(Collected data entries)
========================================

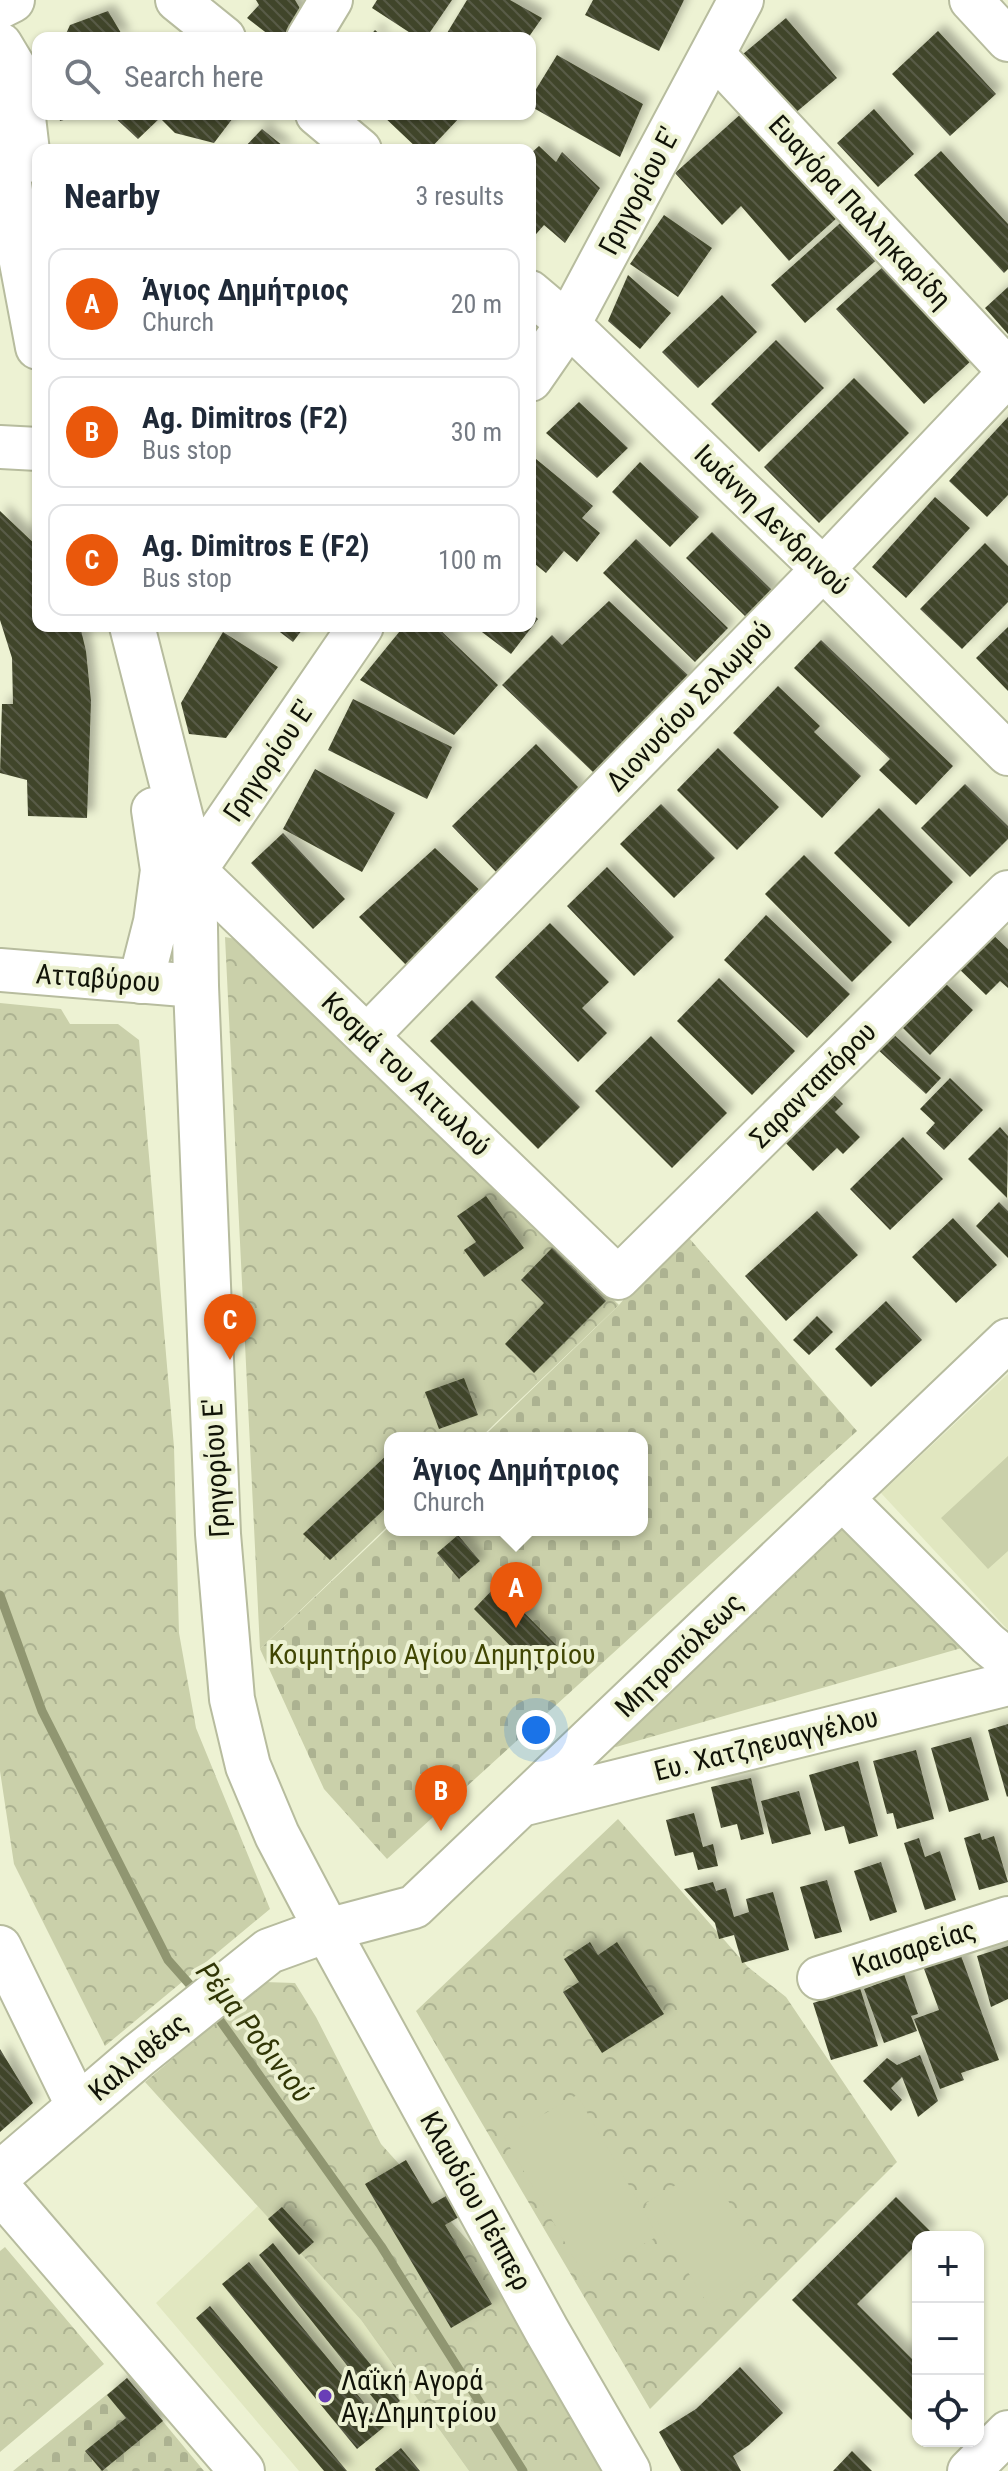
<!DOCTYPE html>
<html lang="en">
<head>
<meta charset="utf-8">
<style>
  :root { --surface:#fff; --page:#f2f2f3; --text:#1f2937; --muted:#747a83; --line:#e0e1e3; --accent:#ea580c }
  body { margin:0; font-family:"Roboto Condensed",sans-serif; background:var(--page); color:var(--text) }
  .controls { position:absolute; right:24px; bottom:24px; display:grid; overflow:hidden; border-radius:16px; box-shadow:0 2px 6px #0004 }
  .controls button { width:72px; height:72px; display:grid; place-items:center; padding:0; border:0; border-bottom:2px solid var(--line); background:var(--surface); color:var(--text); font:40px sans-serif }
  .you { position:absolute; left:536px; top:1730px; width:28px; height:28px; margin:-20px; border:6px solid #fff; border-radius:50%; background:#1a73e8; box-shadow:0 0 0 12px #1a73e833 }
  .badge { display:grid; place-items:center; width:52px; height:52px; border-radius:50%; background:var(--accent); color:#fff; font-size:26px; font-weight:700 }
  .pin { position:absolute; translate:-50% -66px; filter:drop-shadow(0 2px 4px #0008) }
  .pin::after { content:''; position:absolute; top:42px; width:28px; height:24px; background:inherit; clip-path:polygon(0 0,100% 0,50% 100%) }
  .popup { position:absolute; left:384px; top:1432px; width:264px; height:104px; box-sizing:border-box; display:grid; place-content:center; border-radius:16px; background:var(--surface); filter:drop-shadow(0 2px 6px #0005); font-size:26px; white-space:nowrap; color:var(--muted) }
  .popup b { font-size:30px; color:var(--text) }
  .popup::after { content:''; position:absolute; left:50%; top:100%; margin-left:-16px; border:16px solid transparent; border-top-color:var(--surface) }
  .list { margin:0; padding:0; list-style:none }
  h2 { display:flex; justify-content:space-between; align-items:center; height:104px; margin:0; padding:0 32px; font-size:34px }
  h2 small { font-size:26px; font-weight:400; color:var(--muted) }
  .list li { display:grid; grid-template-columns:52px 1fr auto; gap:24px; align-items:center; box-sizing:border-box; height:112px; margin:0 16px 16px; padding:0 16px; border:2px solid var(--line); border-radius:16px }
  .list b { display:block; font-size:30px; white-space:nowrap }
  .list p { margin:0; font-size:26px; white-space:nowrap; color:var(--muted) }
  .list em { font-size:26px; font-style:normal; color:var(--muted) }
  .icon { flex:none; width:44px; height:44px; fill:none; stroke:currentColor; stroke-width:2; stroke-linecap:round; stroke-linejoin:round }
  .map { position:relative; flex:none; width:1008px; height:2471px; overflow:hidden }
  .search { position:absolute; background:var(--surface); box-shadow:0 2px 6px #0004; left:32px; top:32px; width:504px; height:88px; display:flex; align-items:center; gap:20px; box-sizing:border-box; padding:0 28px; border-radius:16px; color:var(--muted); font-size:30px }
  .panel { position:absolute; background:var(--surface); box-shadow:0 2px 6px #0004; left:32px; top:144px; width:504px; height:488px; border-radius:16px }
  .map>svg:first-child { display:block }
</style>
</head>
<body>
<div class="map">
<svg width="1008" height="2471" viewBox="0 0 1008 2471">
  <defs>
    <pattern id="forest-crowns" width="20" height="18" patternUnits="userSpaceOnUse" patternTransform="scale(2)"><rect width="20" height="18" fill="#cad0aa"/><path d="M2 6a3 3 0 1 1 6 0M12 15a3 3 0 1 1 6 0" fill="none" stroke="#acb291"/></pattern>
    <pattern id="cemetery-stones" width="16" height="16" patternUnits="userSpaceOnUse" patternTransform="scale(2)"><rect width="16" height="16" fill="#cad0aa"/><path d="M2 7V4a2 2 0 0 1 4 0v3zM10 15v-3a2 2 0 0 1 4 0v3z" fill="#acb291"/></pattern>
    <pattern id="building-back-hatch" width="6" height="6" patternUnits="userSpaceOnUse" patternTransform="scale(2)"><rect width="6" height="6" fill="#41452b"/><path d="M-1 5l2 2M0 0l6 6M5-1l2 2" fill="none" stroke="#595c47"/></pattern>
    <filter id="shadow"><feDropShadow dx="7" dy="-7" stdDeviation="4" flood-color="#0004"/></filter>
  </defs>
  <rect width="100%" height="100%" fill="#edf2d3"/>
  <!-- built -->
  <path fill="#e1e7c0" d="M1008,1374V1630L881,1493Z
    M258,2206L361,2320L469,2471H299L156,2303Z"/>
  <!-- forest -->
  <path fill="url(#forest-crowns)" d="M225,937L247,941L619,1305L480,1438H390V1524L260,1649Z
    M0,1003L61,1009L70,1024H118L139,1040L174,1447L179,1633L196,1728L270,1909L105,2046L14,1864L0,1771Z
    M848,1520L965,1647L616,1747L609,1743Z
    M618,1819L748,1967L786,1997L897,2162L650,2409L416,2011Z
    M264,1982L295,1983L316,2017L381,2144L479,2253L608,2471H469L361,2320L145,2082Z
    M5,2247L104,2364L0,2452V2251Z"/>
  <!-- cemetery -->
  <path fill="url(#cemetery-stones)" d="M682,1230L857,1431L387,1859L324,1789L260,1649L390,1526V1530H642V1438H482L619,1305Z
    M127,2378L204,2471H13Z"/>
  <!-- garden -->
  <path fill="#cad0aa" d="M1008,1456V1551L988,1569L941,1518Z
    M577,2095L658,2236L585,2277L504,2137Z
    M707,2166L769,2268L708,2305L646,2203Z"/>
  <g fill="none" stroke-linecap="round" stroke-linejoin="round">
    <!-- stream -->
    <path stroke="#909671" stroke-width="9" d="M0,1595L42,1711L168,1960L199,1995
      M214,2012L381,2246L523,2471"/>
  </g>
  <!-- building -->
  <path fill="url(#building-back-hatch)" filter="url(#shadow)" d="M256,0H295L308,22L295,38H273L247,18L259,5Z
    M377,0H452L426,38H418L372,8Z
    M467,0H510L542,18L528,38L490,36L489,38H444Z
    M593,0H684L659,51L585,15Z
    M108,11L124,38H64L70,25Z
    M786,18L837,78L788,119L737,59Z
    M375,30L384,38H368Z
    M938,31L996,94L950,136L892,74Z
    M557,55L643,104L620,157L530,106V99Z
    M874,109L914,154L878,187L837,143Z
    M743,112L838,217L789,261L741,206L722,225L675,173Z
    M58,114H81V115L60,121Z
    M111,114H236L214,143L175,133L160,118L138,139Z
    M381,114H463L429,150H419Z
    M262,129L288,150H242Z
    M539,146L556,162L562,152L600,188L565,243L544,225L530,241V154Z
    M941,151L1008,224V269L1004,273L914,175Z
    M664,215L712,248L678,297L630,264Z
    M847,217L881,256L805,323L771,285Z
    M885,265L972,360L924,404L836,309Z
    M628,275L671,313L640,349L608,321Z
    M1008,287V334L985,308Z
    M722,295L757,332L698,388L662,352Z
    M776,340L824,388L759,452L711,404Z
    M854,378L909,433L819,523L764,467Z
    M579,402L628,448L597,478L546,433Z
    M1008,417V495L987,517L949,481Z
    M530,454L593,506L582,518L600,533L577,562L564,551L546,573L530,560Z
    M640,462L699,517L670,547L612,492Z
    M935,497L970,528L906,598L872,567Z
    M0,511L38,547V626H80L86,651L91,701L87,818L28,816L27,780L0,773L2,704H13L12,658L0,620Z
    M712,532L773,591L749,620L686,558Z
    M636,539L728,628L695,662L603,573Z
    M985,543L1008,566V602L962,649L920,609Z
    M609,601L690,677L595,774L502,685L552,635L562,645Z
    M530,612L538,619L511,654L474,626H530Z
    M272,626H305L293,642Z
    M404,626H436L498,685L454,735L360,680Z
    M1008,627V691L976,658Z
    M223,632L278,667L226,738L189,734L181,703Z
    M821,640L953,766L916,805L879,770L890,759L794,668Z
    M778,686L820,726L814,732L861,776L822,818L733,733Z
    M353,699L452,747L427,799L328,750Z
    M536,744L581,790L498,874L452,826Z
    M718,748L779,807L737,850L677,790Z
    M315,769L395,813L362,872L283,829Z
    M965,784L1008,826V839L970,877L921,828Z
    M661,804L715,858L674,898L620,844Z
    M879,808L953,882L909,927L834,853Z
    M283,833L345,899L313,929L251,863Z
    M435,848L486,896L410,969L359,917Z
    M804,855L892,942L852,982L765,894Z
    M607,867L674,937L634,976L567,906Z
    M766,915L850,994L807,1038L724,960Z
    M550,923L609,982L582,1008L607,1033L578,1062L495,977Z
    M989,931L1008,949V988L1000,981L986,995L955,965Z
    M719,978L795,1051L752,1095L677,1021Z
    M944,982L973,1010L930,1055L901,1026Z
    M472,1000L580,1107L538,1149L430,1041Z
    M891,1032L941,1078L926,1094L876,1048Z
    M651,1036L727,1113L672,1168L595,1091Z
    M950,1078L983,1110L944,1150L926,1133L935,1123L920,1109Z
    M825,1086L843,1104L835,1112L860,1137L843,1154L837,1148L813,1171L777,1134Z
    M1000,1127L1008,1136L1007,1198L968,1159Z
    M903,1137L943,1179L890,1230L850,1189Z
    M486,1196L524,1248L484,1277L464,1250L476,1242L457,1216Z
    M999,1202L1008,1211V1258L976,1226Z
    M817,1211L858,1255L786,1321L745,1276Z
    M953,1218L997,1265L956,1303L912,1257Z
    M552,1248L606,1301L534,1373L505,1344L544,1303L521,1280Z
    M886,1301L922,1340L871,1387L835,1349Z
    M817,1316L833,1332L809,1355L793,1340Z
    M464,1378L478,1415L439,1429L425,1392Z
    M390,1452V1504L330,1560L303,1534Z
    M458,1535L480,1561L459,1579L437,1553Z
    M497,1585L559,1648L535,1671L474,1609Z
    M1008,1724V1796L1007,1797L988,1730Z
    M971,1737L989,1800L949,1812L931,1748Z
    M916,1750L934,1819L897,1829L893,1813L887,1814L873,1761Z
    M858,1761L878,1836L849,1844L844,1826L825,1831L809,1775Z
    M751,1778L764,1834L741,1840L737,1824L721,1828L711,1787Z
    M799,1791L811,1834L772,1844L761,1801Z
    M694,1813L703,1847L713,1844L718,1866L698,1870L693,1852L675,1856L666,1820Z
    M980,1833L982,1840L994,1836L1008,1882L979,1890L964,1838Z
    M919,1838L925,1857L940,1851L956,1900L925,1910L904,1843Z
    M881,1862L897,1912L870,1921L854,1871Z
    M827,1880L842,1932L815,1939L800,1887Z
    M713,1882L716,1891L726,1888L734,1917L749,1912L746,1899L773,1892L789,1950L742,1963L734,1935L719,1939L715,1923L684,1889Z
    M590,1942L598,1955L617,1942L664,2014L602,2053L563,1992L579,1982L564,1959Z
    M1008,1946V1999L991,2007L977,1956Z
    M960,1953L999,2060L961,2073L964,2080L940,2089L914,2019L939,2010L923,1966Z
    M904,1974L918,2014L911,2016L917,2031L884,2043L864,1989Z
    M860,1988L878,2046L831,2060L813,2003Z
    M0,2049L33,2103L0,2132Z
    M920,2055L938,2101L918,2117L902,2077L891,2088L902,2100L891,2111L863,2081L887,2058L897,2065Z
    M406,2160L432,2204L446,2196L459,2217L445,2225L492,2304L451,2328L365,2184Z
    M896,2197L930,2231L924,2237H918V2243L857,2304L918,2365V2426L792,2300Z
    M282,2207L314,2242L299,2255L268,2219Z
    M273,2243L400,2401L385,2413L259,2255Z
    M249,2262L384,2427L357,2449L222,2284Z
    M210,2306L347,2471H324L196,2318Z
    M740,2367L783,2413L749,2445L733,2456L741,2471H681L659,2432L696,2409Z
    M127,2378L163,2421L102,2471L85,2451L126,2418L107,2395Z
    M401,2448L420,2471H376L375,2469Z
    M852,2451L872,2471H833Z"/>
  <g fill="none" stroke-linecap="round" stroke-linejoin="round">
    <defs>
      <path id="minor" d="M177,0L224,38
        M971,0L1008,40
        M308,38L331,0
        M713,54L1008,370
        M317,114L360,150
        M530,292L568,324L823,569L1008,754
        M0,447L38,449
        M194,870L618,1278L1008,892
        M0,970L196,986
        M367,1036L823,569L1008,374
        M842,1498L988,1644L1008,1660
        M525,1804L1008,1684
        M327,1930L414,1907L1008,1340
        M0,1947L78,2107
        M819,1978L1008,1918
        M969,2471L1008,2432"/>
      <path id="major" d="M0,6L12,0
        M0,45L18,75L28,160
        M0,123L15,225L38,347
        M530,379L568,324L741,0
        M132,626L194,870L196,986L218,1534L232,1699L248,1766L277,1835L327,1930L547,2331L628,2471
        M194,870L361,626
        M141,981L156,922L163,870L154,810
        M0,2174L139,2055L269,1951L327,1930
        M0,2190L242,2471"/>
    </defs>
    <!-- minor casing -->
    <use href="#minor" stroke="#b7bc9e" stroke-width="46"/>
    <!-- major casing -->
    <use href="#major" stroke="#b7bc9e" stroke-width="48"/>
    <!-- minor -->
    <use href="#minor" stroke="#fff" stroke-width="42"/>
    <!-- major -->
    <use href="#major" stroke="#fff" stroke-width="44"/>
  </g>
  <!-- markers -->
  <circle fill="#693eb6" stroke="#edf2d3" stroke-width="3" cx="325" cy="2396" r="8"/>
  <g text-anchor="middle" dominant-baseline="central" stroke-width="8" stroke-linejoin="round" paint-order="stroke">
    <!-- street labels -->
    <g font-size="28" fill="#111308" stroke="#edf2d3">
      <text transform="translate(639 191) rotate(-62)">Γρηγορίου Ε'</text>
      <text transform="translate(860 212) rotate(47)">Ευαγόρα Παλληκαρίδη</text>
      <text transform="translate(772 520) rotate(44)">Ιωάννη Δενδρινού</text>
      <text transform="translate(689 706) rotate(-46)">Διονυσίου Σολωμού</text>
      <text transform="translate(269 761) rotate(-56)">Γρηγορίου Ε'</text>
      <text transform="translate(98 978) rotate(4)">Ατταβύρου</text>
      <text transform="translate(406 1074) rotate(44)">Κοσμά του Αιτωλού</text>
      <text transform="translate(813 1085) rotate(-45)">Σαρανταπόρου</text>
      <text transform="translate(216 1468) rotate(-93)">Γρηγορίου Ε'</text>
      <text transform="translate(679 1655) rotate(-44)">Μητροπόλεως</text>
      <text transform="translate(766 1744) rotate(-14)">Ευ. Χατζηευαγγέλου</text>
      <text transform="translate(914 1948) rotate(-18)">Καισαρείας</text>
      <text transform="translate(138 2057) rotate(-40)">Καλλιθέας</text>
      <text transform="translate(476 2201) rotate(61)">Κλαυδίου Πέππερ</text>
    </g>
    <!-- park labels -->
    <g font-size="28" fill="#404603" stroke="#edf2d3">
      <text x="432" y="1654">Κοιμητήριο Αγίου Δημητρίου</text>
    </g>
    <!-- poi labels -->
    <g font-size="28" fill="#111308" stroke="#edf2d3" text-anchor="start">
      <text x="341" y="2380">Λαΐκή Αγορά<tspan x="341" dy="32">Αγ.Δημητρίου</tspan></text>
    </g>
    <!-- water labels -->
    <g font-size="30" font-style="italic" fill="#313606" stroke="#edf2d3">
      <text transform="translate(255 2032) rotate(52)">Ρέμα Ροδινιού</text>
    </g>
  </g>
</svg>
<div class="controls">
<button>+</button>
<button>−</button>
<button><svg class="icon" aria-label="locate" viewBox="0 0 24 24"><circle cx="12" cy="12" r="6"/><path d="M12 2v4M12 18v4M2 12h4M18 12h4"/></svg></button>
</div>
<div class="you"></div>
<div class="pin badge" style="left:516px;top:1628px">A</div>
<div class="popup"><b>Άγιος Δημήτριος</b>Church</div>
<div class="pin badge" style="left:441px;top:1831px">B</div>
<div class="pin badge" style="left:230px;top:1360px">C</div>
<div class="search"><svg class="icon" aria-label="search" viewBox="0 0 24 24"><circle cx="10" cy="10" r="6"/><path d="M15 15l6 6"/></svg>Search here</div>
<section class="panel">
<h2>Nearby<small>3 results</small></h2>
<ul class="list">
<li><span class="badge">A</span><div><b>Άγιος Δημήτριος</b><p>Church</p></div><em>20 m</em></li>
<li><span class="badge">B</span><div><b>Ag. Dimitros (F2)</b><p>Bus stop</p></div><em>30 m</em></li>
<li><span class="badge">C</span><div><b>Ag. Dimitros E (F2)</b><p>Bus stop</p></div><em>100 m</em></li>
</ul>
</section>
</div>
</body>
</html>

========================================

● What this task involves
Repeat exactly the lines from the first line of the records above through the line containing "--surface:#fff; --page:#f2f2f3; --text:#1f2937;", leaving out the pictures.

● Task result
<!DOCTYPE html>
<html lang="en">
<head>
<meta charset="utf-8">
<style>
  :root { --surface:#fff; --page:#f2f2f3; --text:#1f2937; --muted:#747a83; --line:#e0e1e3; --accent:#ea580c }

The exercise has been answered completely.